Alexandria’s latest AI model ran autonomously for 35 hours to optimize code for its own custom chip
Key Takeaways
- The Alibaba Qwen team has released a new AI model, Qwen3.7-Max, designed for autonomous tasks and available exclusively through an API.
- In practical benchmarks, the model outperformed many competing models in speed by optimizing code fully autonomously over 35 hours of continuous work on a custom chip architecture it had not seen during training.
- The model also demonstrated its ability to detect undesirable behavior and cheating attempts during its own training process, showcasing its robustness and self-monitoring capabilities.
A kernel experiment that ran for 35 hours
Qwen3.7-Max was tasked with optimizing a hardware-based attention kernel for the open-source inference software SGLang. The hardware used was a cloud instance equipped with T-Head-ZW-M890 accelerators, an AI chip platform from Alibaba’s own semiconductor arm.
Despite never having seen this specific chip architecture during training, Qwen3.7-Max ran 432 kernel tests over 35 hours and made 1,158 total tool calls to compile, measure, and revise the code in loops. It caught compilation errors and identified performance bottlenecks on its own.

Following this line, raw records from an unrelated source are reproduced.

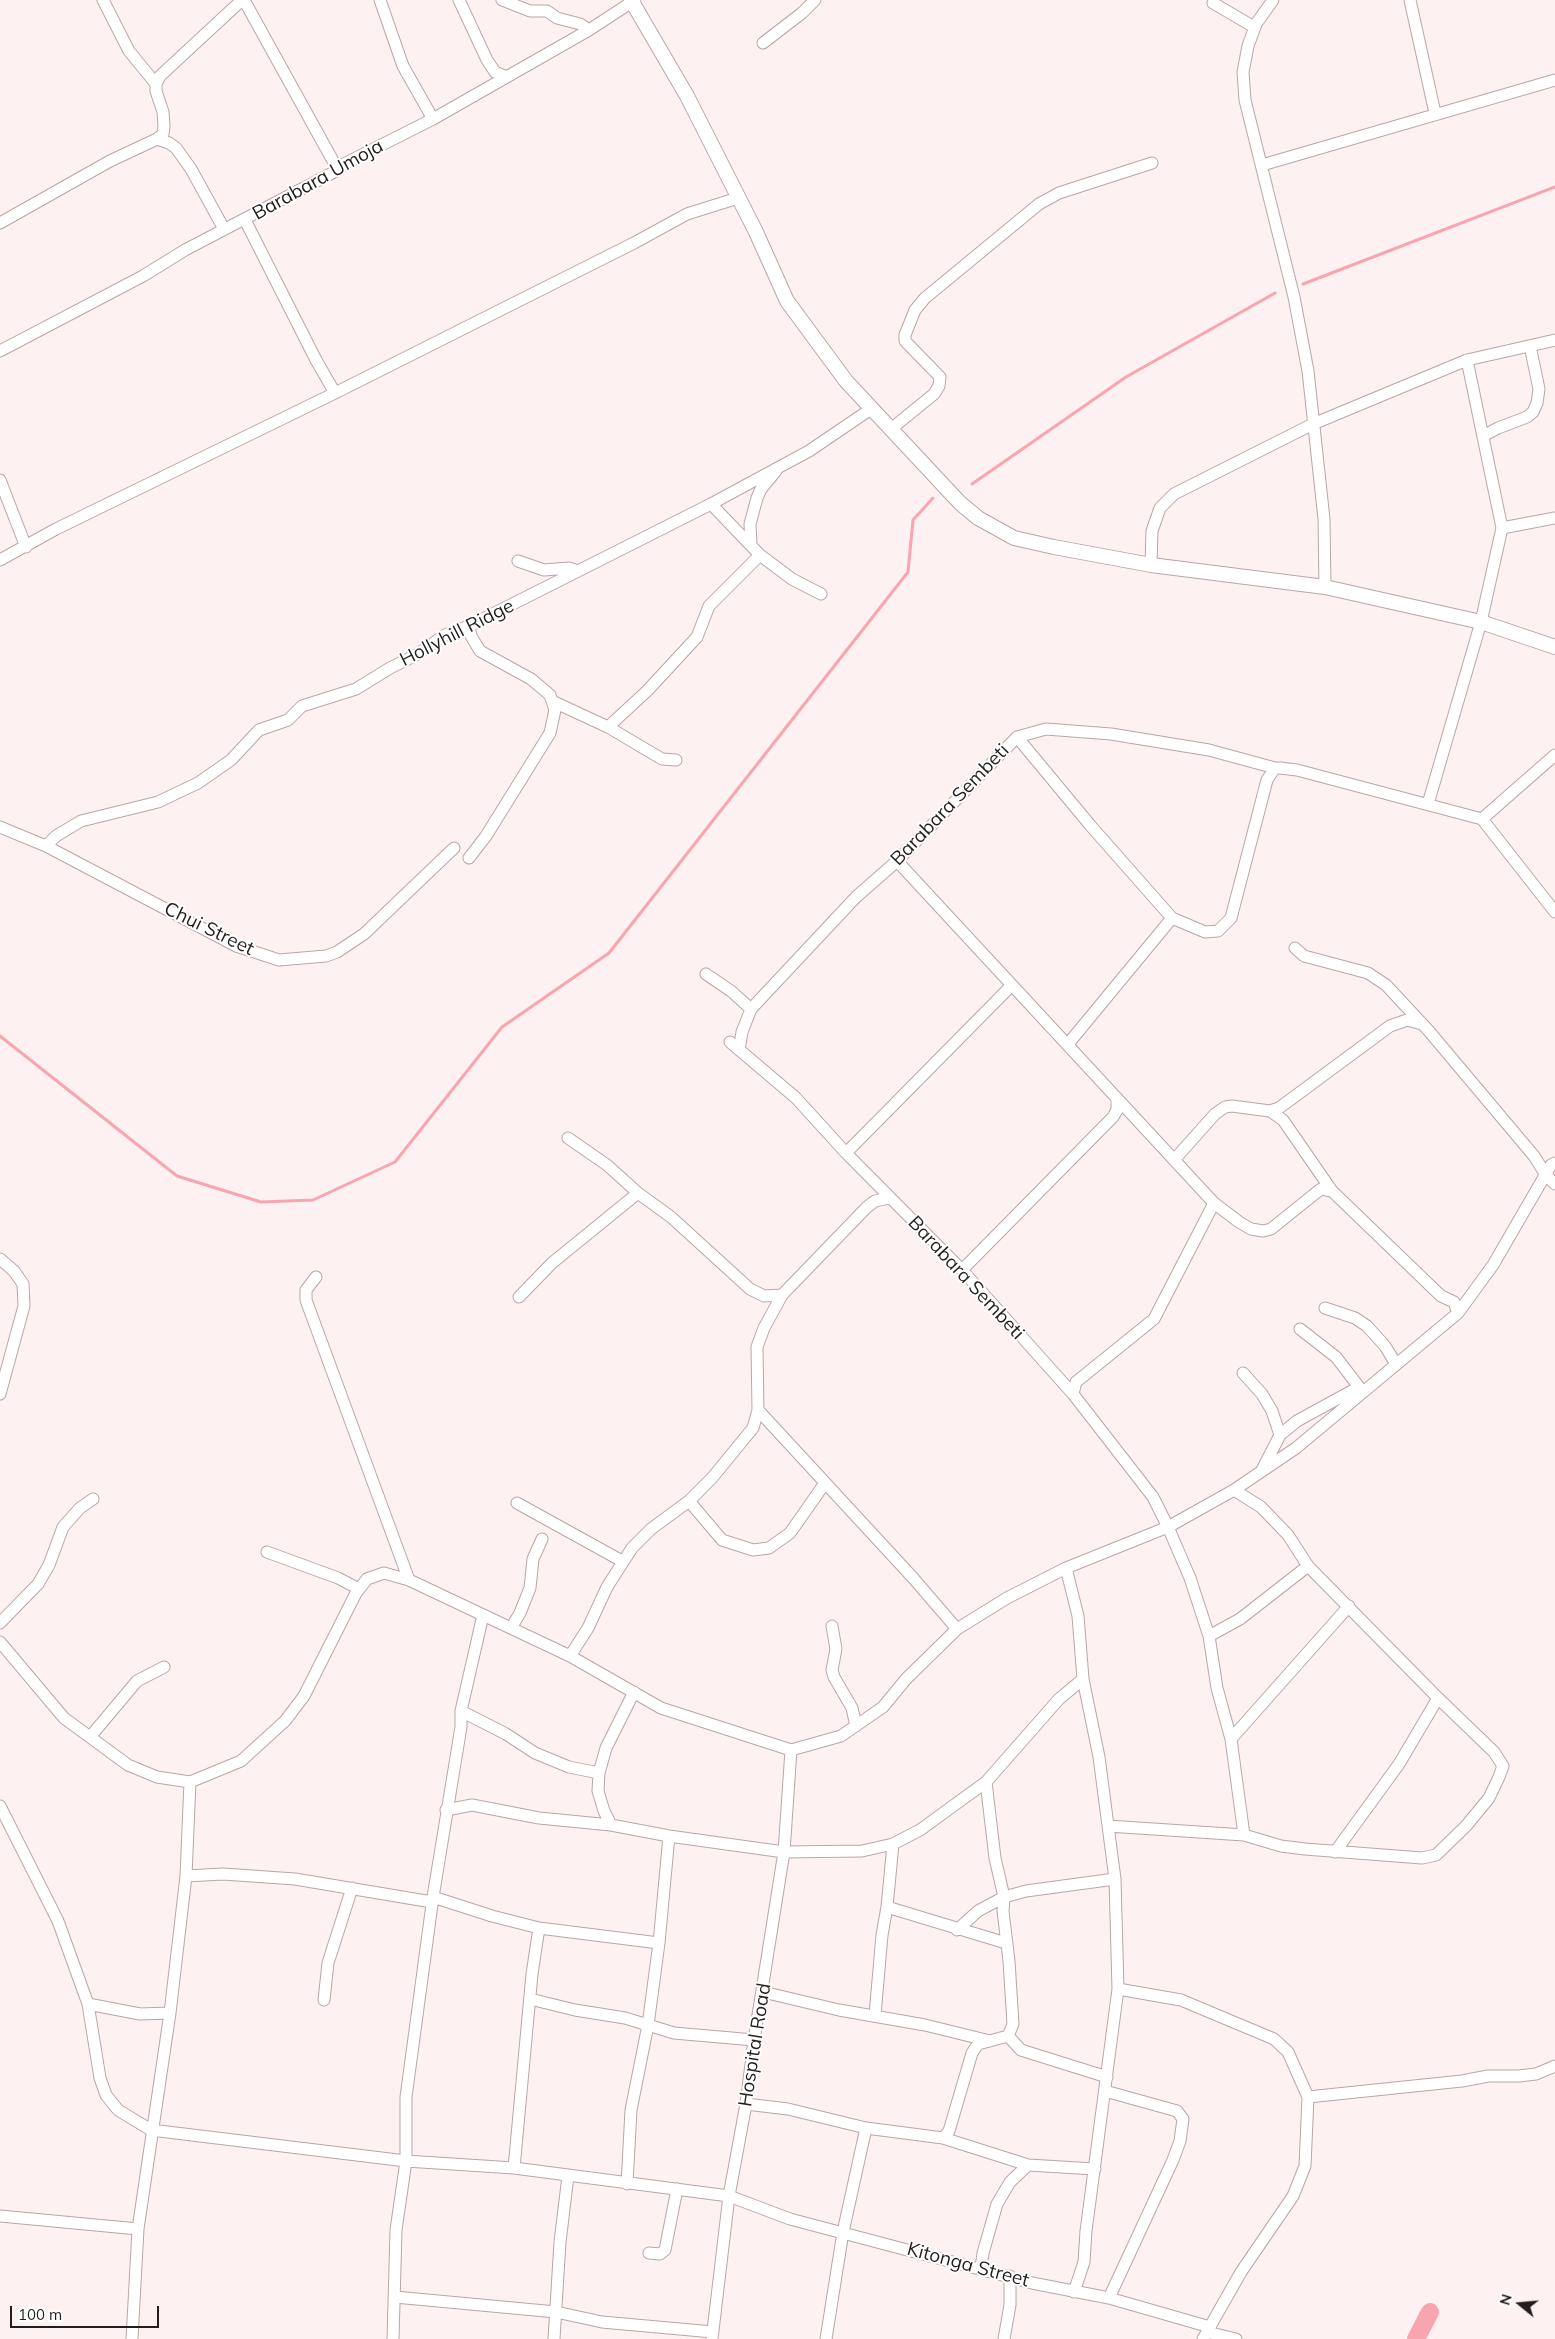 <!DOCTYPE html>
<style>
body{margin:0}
#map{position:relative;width:1555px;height:2339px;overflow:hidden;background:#fef1f2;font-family:Mulish,sans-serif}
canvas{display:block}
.north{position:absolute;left:1495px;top:2279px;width:50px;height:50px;-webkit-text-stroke:4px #fff;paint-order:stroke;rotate:287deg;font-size:14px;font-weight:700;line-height:20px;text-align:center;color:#241d1d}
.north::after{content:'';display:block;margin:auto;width:18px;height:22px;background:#241d1d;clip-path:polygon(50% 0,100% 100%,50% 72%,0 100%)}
.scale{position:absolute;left:10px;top:2306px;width:149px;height:22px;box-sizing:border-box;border:2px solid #241d1d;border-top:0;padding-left:6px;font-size:15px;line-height:18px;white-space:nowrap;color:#241d1d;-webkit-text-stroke:4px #fff;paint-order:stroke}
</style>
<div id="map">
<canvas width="1555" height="2339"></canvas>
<div class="north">N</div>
<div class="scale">100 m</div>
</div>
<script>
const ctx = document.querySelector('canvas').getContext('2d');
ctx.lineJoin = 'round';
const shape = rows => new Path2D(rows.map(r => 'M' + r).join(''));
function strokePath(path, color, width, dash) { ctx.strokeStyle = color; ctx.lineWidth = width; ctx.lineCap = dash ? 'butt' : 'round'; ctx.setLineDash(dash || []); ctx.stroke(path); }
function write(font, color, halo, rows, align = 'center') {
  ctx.font = font + ' Mulish,sans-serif'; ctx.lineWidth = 4; ctx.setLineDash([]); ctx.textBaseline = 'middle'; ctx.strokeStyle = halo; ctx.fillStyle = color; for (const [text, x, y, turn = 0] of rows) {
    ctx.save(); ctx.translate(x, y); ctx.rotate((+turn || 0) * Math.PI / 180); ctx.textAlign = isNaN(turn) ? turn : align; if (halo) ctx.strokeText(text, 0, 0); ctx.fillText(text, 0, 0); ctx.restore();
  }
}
strokePath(shape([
 [1303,284,1555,187],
 [972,484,1126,377,1275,293],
 [0,1036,177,1176,261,1202,313,1200,395,1162,502,1027,609,953,908,572,913,520,933,498]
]), '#f8a5b0', 3);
strokePath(shape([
 [1416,2339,1430,2312]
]), '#f8a5b0', 18);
const minor = shape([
 [103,0,129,51,156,84],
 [244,0,338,170],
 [380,0,403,66,433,119],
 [459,0,487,60,495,72,507,77],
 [502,0,530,11,547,11,557,18,580,24,589,30],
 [1273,0,1256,24,1248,46,1243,72,1245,100,1294,297,1308,371,1324,519,1325,587],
 [1410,0,1435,113],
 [1213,3,1254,27],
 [763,43,802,13,815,0],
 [157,139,169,143,176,148,191,169,224,229],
 [1262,165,1555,80],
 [245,220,316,360,335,393],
 [0,223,110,161,157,139,163,134,164,126,163,112,156,91,156,84,160,76,242,0],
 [0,351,143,276,185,250,338,170,344,164,433,119,589,30,635,0],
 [891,429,934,394,939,386,940,377,905,341,905,335,915,310,925,298,1039,204,1059,193,1152,163],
 [1483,436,1498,428,1527,417,1533,412,1537,403,1539,389,1530,346],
 [0,480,26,547],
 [711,504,760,555,792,579,821,594],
 [1502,528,1555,518],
 [751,545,750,524,757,498,761,489,776,471],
 [0,560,56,529,335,393,634,243,687,214,738,198],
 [518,561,544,570,569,568,578,571],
 [1151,565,1152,531,1160,508,1174,494,1313,424,1467,360,1555,340],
 [469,626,471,636,480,651,531,679,550,695,555,710,550,733,486,836,469,858],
 [554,702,608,727,662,759,676,760],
 [608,727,647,691,697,637,709,606,760,555],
 [1017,737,1090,825,1172,918,1205,932,1218,931,1231,918,1267,780,1275,768,1280,768,1297,770,1482,819,1555,912],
 [1428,804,1481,622,1502,528,1467,360],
 [1482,819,1555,755],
 [0,827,46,846,236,946,279,960,326,956,337,952,364,934,454,848],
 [46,846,56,836,81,821,158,802,198,783,231,760,259,730,288,720,302,706,356,689,390,668,416,655,445,635,469,626,711,504,809,451,871,409],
 [897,861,1214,1203,1239,1222,1251,1229,1263,1231,1271,1229,1317,1192,1321,1189,1332,1191,1441,1296,1454,1302,1458,1313],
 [1295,948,1304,956,1368,973,1386,985,1428,1030,1534,1156,1546,1175,1555,1184],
 [706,974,731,991,751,1009],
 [730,1042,796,1098,846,1153,962,1270,1073,1394,1153,1497,1168,1527,1190,1578,1209,1636,1217,1688,1231,1739,1244,1835],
 [1068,1044,1172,918],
 [739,1050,742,1032,751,1009,856,897,897,861,1017,737,1046,729,1111,734,1209,750,1275,768],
 [1270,1111,1283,1120,1332,1191],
 [568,1138,607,1165,638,1193,671,1217,750,1289,764,1296,782,1295],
 [846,1153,1011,986],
 [1174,1160,1215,1114,1225,1107,1232,1106,1270,1111,1279,1108,1390,1026,1407,1020,1422,1024],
 [0,1259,14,1271,23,1284,24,1306,0,1394],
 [962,1270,1113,1117,1117,1110,1117,1099],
 [316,1277,306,1290,306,1300,409,1580],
 [519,1297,552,1263,638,1193],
 [1325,1308,1355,1318,1367,1326,1385,1346,1396,1364],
 [1300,1329,1336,1357,1359,1387,1360,1394],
 [1243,1373,1262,1394,1272,1411,1280,1435,1262,1470],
 [1073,1394,1076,1382,1154,1319,1214,1203],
 [758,1410,914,1579,957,1629],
 [1280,1435,1297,1421,1359,1387],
 [689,1501,722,1540,753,1550,769,1548,790,1533,825,1483],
 [517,1503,622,1561],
 [267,1552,338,1578,359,1589],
 [1066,1568,1078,1616,1083,1679,1099,1757,1115,1879,1118,1989,1086,2231,1084,2262,1074,2292],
 [0,1623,38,1584,49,1565,63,1527,80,1508,93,1499],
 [832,1626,836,1649,832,1670,834,1677,852,1708,856,1726],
 [511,1628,520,1613,530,1588,533,1559,542,1539],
 [1209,1636,1240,1619,1308,1566],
 [0,1642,64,1718,128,1765,157,1777,190,1782,241,1761,285,1721,304,1696,356,1593,367,1579,384,1573,409,1580,570,1656,661,1708,791,1750,841,1736,883,1707,906,1679,957,1629,1007,1598,1066,1568,1168,1527,1234,1490,1296,1448,1458,1313,1493,1265,1551,1165,1555,1163],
 [570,1656,588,1628,607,1587,632,1548,651,1529,689,1501,712,1478,753,1428,758,1410,757,1347,764,1328,782,1295,867,1207,875,1201,889,1198],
 [461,1711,506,1734,535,1753,569,1767,599,1773],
 [90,1737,137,1681,164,1667],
 [1231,1739,1349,1606],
 [0,1806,58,1921,88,2004,100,2078,106,2095,118,2110,151,2130,406,2161,514,2168,729,2196,790,2219,1032,2283,1109,2298,1210,2327],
 [446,1810,472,1805,539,1818,611,1825,669,1836,784,1852,862,1851,893,1844,920,1830,986,1782,1059,1699,1083,1679],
 [611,1825,604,1811,598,1791,599,1773,606,1748,634,1692],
 [1108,1826,1244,1835,1281,1846,1305,1849,1422,1858,1436,1855,1466,1826,1489,1798,1499,1777,1503,1766,1494,1752,1438,1698,1308,1566,1288,1535,1261,1507,1234,1490],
 [1335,1852,1399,1764,1438,1698],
 [186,1876,223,1874,295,1879,432,1902],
 [433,1897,492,1916,539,1928,659,1943],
 [887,1907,1006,1943],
 [957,1930,978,1911,1004,1897,1026,1891,1115,1879],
 [1118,1989,1181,2000,1274,2039,1288,2052,1308,2097,1305,2166,1293,2196,1241,2272,1203,2339],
 [763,1992,839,2010,925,2025,990,2041],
 [530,1999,575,2010,625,2018,674,2033,754,2040],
 [324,2000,328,1963,352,1888],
 [88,2004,140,2014,170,2013],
 [875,2015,882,1935,887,1907,893,1844],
 [1008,2036,1021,2050,1107,2077],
 [1105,2091,1177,2111,1183,2119,1180,2141,1173,2160,1109,2298],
 [1308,2097,1462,2081,1488,2076,1519,2076,1536,2074,1555,2066],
 [746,2104,788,2109,866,2128,943,2138,949,2131,972,2053,978,2044,1008,2036,1013,2024,1009,1961,1003,1911,1004,1897,995,1858,986,1782],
 [943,2138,1028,2165,1095,2169],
 [514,2168,532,1974,539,1928],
 [627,2184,631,2110,648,2025,659,1943,669,1836],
 [0,2216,138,2229],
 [649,2253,660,2254,665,2250,677,2189],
 [981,2268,983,2253,997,2204,1010,2182,1028,2165],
 [395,2297,556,2312,602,2322,713,2332],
 [1207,2332,1236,2339],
 [132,2339,138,2229,170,2013,186,1876,190,1782],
 [393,2339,396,2230,406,2161,406,2097,433,1897,461,1727,461,1711,483,1615],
 [554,2339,560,2242,568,2176],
 [712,2339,729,2196,746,2104,754,2040,784,1852,791,1750],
 [826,2339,843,2232,866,2128],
 [1004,2339,1010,2305,1010,2276]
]);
const tertiary = shape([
 [631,0,687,96,756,232,787,301,846,381,960,503,978,518,1014,538,1054,547,1151,565,1325,587,1481,622,1555,647]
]);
strokePath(minor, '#b9a6a8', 13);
strokePath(tertiary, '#b9a6a8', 16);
strokePath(minor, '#fff', 11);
strokePath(tertiary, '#fff', 14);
write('19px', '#241d1d', '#fff', [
 ["Barabara Umoja",318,180,-29],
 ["Hollyhill Ridge",457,633,-27],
 ["Barabara Sembeti",950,805,-46],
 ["Chui Street",209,929,26],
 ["Barabara Sembeti",966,1278,47],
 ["Hospital Road",755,2045,-81],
 ["Kitonga Street",968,2265,15]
]);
</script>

The result was an average 10x speedup over the reference implementation. Competitor models such as GLM 5.1 hit a 7.3x speedup, Kimi K2.6 got to 5x, DeepSeek V4 Pro managed 3.3x, and Qwen3.6-Plus barely moved the needle at 1.1x. Models that quit early ended their sessions after five straight rounds with no tool calls.
Training splits task, tool environment, and validator
The new Max version builds on a training approach first rolled out with Qwen3.5. Each training task is broken into three independent pieces: the actual task, the tool environment, and the validator that checks the result. These can be mixed and matched freely.
By practicing across different tool environments and checking results using various test methods, Qwen3.7-Max is designed to pick up strategies that work everywhere rather than shortcuts tied to one specific setup. This approach allows it to perform consistently across different agent frameworks.
The model polices its own training for reward hacking
During its own training, Qwen3.7-Max served as a watchdog, watching over 80 hours of software engineering tasks and running more than 10,000 checks to detect tricks the model might use to game its rewards.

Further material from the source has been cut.